=== Begin Enclosure ===
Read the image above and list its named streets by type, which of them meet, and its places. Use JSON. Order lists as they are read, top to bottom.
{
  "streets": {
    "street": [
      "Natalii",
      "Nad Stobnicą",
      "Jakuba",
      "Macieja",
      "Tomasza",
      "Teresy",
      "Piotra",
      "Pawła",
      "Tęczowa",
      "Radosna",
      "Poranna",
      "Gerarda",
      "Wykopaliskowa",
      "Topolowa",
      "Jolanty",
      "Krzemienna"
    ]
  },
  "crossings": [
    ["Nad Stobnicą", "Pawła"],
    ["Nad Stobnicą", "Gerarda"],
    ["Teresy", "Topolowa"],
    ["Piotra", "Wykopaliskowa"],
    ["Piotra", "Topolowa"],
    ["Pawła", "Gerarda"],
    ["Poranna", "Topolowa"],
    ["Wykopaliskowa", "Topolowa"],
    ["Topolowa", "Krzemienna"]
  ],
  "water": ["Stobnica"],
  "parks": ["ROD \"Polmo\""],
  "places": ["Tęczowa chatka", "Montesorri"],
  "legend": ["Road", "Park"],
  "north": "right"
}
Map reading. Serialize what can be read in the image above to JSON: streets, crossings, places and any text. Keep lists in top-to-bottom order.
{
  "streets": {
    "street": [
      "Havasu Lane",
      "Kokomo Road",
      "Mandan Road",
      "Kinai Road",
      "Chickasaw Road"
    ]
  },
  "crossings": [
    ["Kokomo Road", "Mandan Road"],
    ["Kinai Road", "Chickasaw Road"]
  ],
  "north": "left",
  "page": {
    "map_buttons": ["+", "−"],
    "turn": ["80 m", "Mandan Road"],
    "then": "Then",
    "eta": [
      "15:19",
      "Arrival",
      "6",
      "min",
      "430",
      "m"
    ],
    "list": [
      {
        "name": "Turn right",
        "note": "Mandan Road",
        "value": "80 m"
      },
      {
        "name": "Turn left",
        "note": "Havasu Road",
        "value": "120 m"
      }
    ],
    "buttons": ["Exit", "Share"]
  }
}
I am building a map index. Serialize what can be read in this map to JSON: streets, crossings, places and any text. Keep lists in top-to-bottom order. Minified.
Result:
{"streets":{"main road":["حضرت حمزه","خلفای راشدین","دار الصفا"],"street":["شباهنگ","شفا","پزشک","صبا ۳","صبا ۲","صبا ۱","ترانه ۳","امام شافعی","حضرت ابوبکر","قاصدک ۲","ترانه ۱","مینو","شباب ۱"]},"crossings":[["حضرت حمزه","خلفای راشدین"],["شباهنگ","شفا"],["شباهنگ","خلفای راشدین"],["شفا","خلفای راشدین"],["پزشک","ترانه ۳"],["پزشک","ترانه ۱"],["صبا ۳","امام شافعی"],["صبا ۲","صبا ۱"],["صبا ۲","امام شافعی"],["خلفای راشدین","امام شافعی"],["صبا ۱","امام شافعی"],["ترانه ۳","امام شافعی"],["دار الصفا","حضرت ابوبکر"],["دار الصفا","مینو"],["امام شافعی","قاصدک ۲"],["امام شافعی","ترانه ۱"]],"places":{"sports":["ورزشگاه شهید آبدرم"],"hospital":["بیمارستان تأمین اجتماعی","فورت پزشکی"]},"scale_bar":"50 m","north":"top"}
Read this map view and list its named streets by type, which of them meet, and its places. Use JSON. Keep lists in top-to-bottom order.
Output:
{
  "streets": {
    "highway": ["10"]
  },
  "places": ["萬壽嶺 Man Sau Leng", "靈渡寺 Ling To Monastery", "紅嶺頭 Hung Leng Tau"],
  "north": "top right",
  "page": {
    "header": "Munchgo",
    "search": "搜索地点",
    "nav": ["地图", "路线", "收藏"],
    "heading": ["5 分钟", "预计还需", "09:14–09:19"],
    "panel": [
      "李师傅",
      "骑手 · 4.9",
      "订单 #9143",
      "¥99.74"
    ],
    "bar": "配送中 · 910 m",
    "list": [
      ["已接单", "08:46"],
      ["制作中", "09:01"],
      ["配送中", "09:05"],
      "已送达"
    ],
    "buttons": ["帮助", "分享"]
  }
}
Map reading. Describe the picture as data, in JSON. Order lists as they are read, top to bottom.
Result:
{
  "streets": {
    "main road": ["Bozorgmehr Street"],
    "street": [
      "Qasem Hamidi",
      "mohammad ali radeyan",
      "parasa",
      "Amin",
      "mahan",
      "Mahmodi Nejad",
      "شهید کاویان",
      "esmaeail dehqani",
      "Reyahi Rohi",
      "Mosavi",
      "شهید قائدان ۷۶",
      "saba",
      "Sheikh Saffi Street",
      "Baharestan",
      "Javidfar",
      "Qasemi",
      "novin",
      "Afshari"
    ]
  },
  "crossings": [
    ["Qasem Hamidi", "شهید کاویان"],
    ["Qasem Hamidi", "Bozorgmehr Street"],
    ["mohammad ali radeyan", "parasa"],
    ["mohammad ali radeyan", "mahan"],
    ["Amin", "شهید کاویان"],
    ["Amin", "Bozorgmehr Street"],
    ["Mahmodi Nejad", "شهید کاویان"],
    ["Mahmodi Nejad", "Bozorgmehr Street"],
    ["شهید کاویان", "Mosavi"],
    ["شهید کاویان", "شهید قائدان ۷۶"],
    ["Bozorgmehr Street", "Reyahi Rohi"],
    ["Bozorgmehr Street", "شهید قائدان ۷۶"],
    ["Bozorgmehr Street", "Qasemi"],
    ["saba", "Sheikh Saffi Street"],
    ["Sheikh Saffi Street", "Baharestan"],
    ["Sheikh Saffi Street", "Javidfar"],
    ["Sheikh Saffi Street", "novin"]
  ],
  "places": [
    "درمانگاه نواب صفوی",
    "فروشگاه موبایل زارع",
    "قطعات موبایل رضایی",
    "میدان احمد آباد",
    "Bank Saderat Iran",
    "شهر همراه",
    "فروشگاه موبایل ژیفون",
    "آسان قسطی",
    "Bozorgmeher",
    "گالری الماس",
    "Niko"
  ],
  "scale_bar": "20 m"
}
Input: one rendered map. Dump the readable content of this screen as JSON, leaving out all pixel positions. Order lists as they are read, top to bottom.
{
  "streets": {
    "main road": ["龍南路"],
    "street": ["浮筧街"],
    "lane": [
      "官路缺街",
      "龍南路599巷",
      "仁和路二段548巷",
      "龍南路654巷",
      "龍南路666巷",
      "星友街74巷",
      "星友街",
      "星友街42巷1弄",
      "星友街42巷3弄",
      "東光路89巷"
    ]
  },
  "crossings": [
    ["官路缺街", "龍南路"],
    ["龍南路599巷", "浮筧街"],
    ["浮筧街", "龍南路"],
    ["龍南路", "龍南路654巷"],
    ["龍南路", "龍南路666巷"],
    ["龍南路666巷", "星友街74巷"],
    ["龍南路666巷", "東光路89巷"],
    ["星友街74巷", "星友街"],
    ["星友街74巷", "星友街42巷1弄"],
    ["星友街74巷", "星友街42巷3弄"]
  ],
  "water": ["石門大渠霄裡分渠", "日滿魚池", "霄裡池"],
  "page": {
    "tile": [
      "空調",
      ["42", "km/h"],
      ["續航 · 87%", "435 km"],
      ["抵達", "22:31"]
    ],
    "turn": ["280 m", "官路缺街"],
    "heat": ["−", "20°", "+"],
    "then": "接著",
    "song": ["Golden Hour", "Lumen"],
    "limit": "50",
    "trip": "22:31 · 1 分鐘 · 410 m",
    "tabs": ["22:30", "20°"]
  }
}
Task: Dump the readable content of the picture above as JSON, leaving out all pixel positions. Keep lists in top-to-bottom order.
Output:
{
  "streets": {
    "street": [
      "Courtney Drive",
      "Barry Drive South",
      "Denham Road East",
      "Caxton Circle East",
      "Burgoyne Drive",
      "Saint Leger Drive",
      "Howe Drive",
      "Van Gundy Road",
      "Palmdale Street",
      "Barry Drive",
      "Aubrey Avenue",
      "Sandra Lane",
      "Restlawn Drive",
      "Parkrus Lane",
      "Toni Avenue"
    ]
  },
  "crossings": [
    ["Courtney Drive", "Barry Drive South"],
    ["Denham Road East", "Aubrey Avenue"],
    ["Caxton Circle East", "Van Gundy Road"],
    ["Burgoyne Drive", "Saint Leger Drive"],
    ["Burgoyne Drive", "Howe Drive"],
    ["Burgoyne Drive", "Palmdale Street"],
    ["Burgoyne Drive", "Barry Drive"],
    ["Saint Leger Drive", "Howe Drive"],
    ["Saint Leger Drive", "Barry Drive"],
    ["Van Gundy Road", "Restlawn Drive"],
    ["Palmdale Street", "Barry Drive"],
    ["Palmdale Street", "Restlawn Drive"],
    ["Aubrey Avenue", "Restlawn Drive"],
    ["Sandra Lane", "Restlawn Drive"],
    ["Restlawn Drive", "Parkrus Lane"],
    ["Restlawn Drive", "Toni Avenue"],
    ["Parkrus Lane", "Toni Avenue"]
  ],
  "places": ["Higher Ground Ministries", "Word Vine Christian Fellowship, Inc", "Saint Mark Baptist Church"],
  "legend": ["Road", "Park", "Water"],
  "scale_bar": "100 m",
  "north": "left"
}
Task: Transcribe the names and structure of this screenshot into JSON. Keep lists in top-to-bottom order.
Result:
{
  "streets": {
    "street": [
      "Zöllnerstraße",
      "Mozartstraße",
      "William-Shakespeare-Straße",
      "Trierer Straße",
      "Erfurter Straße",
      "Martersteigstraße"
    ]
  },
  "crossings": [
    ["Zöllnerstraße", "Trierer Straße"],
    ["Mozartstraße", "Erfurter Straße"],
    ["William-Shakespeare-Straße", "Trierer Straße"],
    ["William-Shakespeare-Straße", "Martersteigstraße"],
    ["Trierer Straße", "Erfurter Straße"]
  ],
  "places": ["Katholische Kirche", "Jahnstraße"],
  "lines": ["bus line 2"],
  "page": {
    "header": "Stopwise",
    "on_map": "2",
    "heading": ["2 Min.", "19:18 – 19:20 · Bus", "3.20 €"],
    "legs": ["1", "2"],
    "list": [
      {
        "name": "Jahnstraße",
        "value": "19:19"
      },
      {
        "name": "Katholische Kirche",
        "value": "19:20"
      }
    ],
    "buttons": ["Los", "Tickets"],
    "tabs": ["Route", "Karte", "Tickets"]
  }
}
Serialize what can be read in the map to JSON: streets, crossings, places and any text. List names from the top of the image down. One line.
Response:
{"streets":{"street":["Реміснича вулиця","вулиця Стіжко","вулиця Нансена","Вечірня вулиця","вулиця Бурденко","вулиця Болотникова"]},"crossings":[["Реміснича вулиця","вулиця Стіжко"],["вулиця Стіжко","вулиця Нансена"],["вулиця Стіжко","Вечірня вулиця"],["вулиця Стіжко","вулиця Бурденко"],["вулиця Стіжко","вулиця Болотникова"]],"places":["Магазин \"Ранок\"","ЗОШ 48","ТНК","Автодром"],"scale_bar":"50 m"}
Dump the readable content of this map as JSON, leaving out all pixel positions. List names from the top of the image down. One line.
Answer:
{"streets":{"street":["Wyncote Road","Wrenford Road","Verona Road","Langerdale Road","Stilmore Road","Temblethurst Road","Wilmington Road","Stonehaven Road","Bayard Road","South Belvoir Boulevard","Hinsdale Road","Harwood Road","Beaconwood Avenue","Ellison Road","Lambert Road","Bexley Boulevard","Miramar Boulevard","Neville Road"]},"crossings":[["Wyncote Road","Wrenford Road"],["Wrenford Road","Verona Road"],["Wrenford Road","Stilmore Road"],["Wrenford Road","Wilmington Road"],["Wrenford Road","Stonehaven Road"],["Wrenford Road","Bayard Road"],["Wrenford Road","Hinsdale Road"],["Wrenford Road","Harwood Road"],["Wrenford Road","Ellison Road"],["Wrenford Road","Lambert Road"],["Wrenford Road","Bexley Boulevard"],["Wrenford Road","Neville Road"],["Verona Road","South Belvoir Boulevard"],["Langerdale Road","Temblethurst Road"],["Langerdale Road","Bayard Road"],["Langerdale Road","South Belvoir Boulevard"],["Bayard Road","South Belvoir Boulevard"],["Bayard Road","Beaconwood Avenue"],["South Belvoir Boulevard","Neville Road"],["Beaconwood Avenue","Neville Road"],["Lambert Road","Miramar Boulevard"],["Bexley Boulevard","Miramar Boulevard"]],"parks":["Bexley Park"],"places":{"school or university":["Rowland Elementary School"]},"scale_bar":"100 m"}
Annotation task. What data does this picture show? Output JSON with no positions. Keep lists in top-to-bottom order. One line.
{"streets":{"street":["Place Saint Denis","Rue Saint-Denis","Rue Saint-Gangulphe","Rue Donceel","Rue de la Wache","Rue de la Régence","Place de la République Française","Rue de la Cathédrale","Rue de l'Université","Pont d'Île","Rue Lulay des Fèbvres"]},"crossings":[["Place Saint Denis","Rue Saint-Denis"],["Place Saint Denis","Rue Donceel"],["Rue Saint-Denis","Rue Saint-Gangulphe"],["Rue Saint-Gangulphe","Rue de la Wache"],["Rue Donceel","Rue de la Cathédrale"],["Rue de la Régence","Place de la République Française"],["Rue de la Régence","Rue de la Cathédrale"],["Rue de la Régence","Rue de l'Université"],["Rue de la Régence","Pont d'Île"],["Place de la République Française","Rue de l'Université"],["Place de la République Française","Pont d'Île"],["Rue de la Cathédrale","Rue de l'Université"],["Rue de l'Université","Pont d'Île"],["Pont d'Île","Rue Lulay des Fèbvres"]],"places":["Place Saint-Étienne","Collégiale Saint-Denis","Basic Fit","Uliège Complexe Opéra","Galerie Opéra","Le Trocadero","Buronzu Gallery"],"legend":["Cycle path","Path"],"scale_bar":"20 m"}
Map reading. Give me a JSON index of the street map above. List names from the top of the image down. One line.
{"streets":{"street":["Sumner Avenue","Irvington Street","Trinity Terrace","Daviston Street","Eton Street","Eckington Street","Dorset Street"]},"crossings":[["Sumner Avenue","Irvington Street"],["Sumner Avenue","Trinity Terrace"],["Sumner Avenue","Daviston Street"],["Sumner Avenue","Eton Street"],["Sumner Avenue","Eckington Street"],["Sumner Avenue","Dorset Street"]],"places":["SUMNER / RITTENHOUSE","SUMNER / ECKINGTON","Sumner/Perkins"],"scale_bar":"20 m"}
=== End Enclosure ===
● Task item:
Take every line from the data that contains the word "value".

● Reply to the task:
        "value": "80 m"
        "value": "120 m"
        "value": "19:19"
        "value": "19:20"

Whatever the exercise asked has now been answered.